REQUIRED WORK → From the material below, copy each line that holds the word "panel".
· · ·
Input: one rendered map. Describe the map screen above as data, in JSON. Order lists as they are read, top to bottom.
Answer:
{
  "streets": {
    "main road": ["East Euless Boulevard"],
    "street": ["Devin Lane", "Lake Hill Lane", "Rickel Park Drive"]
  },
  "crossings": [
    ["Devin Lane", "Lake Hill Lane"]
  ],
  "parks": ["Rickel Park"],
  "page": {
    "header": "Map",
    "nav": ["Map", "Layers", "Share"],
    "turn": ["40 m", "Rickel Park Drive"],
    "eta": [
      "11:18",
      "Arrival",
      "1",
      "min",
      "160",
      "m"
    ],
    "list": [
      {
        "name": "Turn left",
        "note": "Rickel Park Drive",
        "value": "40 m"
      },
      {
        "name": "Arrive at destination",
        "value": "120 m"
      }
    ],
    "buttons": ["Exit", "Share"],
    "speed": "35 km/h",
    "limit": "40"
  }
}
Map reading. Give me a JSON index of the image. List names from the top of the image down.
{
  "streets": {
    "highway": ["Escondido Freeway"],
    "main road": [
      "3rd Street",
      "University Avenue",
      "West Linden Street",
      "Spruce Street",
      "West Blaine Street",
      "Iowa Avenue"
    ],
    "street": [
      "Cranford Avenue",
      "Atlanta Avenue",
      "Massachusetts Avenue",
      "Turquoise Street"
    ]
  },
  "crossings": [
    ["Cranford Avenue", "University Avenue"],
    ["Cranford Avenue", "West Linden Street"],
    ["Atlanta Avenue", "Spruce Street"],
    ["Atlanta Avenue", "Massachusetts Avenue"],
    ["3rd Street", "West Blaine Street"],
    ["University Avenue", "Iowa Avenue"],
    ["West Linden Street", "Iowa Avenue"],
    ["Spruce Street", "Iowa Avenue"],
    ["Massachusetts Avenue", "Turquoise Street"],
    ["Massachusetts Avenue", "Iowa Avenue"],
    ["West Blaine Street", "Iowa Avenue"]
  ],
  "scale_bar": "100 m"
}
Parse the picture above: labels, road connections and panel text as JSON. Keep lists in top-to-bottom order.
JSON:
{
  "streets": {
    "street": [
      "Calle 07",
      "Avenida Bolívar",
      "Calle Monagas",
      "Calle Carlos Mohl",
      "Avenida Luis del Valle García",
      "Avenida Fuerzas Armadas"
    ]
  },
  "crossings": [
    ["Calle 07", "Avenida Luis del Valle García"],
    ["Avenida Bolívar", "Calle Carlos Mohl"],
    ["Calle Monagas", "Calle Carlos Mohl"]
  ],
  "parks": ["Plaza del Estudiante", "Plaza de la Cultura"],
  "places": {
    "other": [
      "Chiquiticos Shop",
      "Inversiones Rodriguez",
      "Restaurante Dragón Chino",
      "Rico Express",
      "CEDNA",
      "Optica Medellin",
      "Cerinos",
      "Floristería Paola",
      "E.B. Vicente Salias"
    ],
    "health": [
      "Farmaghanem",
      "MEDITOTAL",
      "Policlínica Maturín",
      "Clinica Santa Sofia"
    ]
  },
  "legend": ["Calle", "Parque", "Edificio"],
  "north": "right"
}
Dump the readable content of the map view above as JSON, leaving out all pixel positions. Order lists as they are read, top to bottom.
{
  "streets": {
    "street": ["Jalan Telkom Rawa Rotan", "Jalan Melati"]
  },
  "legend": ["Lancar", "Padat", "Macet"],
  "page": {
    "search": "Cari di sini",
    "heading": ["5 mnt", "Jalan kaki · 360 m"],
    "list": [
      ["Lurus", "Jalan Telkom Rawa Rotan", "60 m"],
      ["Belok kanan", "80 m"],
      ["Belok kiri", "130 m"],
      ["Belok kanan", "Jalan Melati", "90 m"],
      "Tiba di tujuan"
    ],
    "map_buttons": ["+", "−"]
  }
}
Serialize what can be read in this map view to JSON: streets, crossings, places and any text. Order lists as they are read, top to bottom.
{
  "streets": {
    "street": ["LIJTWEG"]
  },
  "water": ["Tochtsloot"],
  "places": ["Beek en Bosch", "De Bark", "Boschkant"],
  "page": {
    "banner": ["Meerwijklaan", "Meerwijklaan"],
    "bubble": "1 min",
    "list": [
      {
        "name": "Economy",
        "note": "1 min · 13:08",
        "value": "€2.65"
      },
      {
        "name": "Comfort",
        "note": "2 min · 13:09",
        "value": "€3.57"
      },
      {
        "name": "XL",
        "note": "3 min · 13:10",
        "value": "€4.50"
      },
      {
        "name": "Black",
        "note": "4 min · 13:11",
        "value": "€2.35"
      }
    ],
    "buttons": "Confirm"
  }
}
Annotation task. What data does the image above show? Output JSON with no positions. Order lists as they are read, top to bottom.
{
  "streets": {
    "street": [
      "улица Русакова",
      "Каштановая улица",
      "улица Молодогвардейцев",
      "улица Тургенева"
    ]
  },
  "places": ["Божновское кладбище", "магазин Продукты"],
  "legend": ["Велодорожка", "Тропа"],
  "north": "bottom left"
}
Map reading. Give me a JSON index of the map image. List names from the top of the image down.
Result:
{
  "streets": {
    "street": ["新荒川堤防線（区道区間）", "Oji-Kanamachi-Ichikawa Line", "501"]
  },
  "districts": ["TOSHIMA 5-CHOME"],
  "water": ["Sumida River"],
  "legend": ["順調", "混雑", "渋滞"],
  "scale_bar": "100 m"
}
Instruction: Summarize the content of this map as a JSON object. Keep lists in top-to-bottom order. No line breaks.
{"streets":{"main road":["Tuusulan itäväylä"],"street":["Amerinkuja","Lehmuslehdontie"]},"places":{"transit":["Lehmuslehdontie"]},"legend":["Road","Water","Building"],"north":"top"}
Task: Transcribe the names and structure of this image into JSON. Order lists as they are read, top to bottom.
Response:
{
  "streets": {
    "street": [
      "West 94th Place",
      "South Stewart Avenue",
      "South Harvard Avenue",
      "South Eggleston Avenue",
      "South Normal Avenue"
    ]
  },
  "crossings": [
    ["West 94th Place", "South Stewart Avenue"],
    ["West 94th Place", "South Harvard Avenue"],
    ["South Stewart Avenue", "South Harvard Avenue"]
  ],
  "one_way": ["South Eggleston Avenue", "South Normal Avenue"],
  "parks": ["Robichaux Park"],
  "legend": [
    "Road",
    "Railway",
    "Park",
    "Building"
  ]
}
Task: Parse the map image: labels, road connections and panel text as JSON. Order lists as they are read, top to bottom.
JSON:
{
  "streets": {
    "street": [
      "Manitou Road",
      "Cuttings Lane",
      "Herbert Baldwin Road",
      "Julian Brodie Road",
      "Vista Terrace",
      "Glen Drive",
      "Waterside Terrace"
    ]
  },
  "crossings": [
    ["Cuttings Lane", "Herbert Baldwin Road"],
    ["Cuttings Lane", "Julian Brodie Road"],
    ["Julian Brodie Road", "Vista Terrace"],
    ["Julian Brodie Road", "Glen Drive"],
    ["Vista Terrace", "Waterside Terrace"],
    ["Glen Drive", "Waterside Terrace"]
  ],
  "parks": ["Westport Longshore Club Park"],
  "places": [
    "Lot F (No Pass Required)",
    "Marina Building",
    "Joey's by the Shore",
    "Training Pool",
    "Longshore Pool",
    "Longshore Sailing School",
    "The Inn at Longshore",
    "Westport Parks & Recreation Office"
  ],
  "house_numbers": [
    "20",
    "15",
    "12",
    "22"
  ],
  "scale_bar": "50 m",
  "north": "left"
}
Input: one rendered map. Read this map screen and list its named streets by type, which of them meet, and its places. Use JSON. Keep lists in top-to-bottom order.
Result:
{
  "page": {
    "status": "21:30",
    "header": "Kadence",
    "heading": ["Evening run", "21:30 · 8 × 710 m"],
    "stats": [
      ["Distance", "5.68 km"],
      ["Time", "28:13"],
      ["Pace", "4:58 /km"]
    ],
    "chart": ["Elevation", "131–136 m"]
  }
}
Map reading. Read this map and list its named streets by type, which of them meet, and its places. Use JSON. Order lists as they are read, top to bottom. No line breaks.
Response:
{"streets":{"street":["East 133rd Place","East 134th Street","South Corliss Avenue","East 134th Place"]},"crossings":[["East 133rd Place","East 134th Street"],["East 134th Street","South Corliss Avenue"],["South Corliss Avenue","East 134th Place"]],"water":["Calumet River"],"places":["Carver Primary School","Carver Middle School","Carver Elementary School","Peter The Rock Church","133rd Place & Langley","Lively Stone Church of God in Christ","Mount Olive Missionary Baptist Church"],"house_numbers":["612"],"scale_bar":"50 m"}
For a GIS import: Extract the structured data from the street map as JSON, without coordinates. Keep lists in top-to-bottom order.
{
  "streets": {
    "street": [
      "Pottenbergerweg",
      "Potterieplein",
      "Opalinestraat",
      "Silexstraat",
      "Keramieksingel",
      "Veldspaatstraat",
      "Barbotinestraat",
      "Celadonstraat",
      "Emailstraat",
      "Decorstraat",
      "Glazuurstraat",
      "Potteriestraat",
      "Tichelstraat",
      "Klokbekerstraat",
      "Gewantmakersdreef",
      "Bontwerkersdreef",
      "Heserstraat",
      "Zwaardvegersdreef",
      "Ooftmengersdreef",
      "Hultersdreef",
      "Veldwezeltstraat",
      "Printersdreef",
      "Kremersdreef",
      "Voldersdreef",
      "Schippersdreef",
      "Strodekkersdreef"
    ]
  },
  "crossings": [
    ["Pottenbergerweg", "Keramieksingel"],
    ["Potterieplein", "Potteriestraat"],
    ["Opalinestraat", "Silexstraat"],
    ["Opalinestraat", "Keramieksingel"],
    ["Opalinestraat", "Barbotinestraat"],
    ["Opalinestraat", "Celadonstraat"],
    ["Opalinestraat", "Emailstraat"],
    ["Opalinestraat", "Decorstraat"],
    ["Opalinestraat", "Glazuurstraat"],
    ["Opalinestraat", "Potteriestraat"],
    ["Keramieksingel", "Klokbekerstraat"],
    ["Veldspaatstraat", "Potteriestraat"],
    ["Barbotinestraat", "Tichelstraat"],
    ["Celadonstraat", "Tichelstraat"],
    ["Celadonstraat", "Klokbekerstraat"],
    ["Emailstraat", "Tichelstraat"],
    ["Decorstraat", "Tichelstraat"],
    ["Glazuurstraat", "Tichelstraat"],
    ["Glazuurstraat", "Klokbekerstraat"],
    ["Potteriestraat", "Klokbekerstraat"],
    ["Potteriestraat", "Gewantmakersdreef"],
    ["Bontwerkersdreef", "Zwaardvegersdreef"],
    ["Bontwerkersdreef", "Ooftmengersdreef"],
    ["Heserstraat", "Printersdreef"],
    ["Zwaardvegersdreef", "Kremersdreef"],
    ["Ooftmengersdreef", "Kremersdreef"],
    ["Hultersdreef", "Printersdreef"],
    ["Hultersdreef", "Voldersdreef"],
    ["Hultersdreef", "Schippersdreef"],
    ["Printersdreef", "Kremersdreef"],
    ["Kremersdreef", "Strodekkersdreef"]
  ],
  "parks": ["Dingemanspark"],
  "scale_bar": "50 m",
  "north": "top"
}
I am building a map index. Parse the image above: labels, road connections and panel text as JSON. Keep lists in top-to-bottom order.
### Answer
· · ·
RESULT FOR THIS TASK →
Parse the picture above: labels, road connections and panel text as JSON. Keep lists in top-to-bottom order.
Task: Parse the map image: labels, road connections and panel text as JSON. Order lists as they are read, top to bottom.
I am building a map index. Parse the image above: labels, road connections and panel text as JSON. Keep lists in top-to-bottom order.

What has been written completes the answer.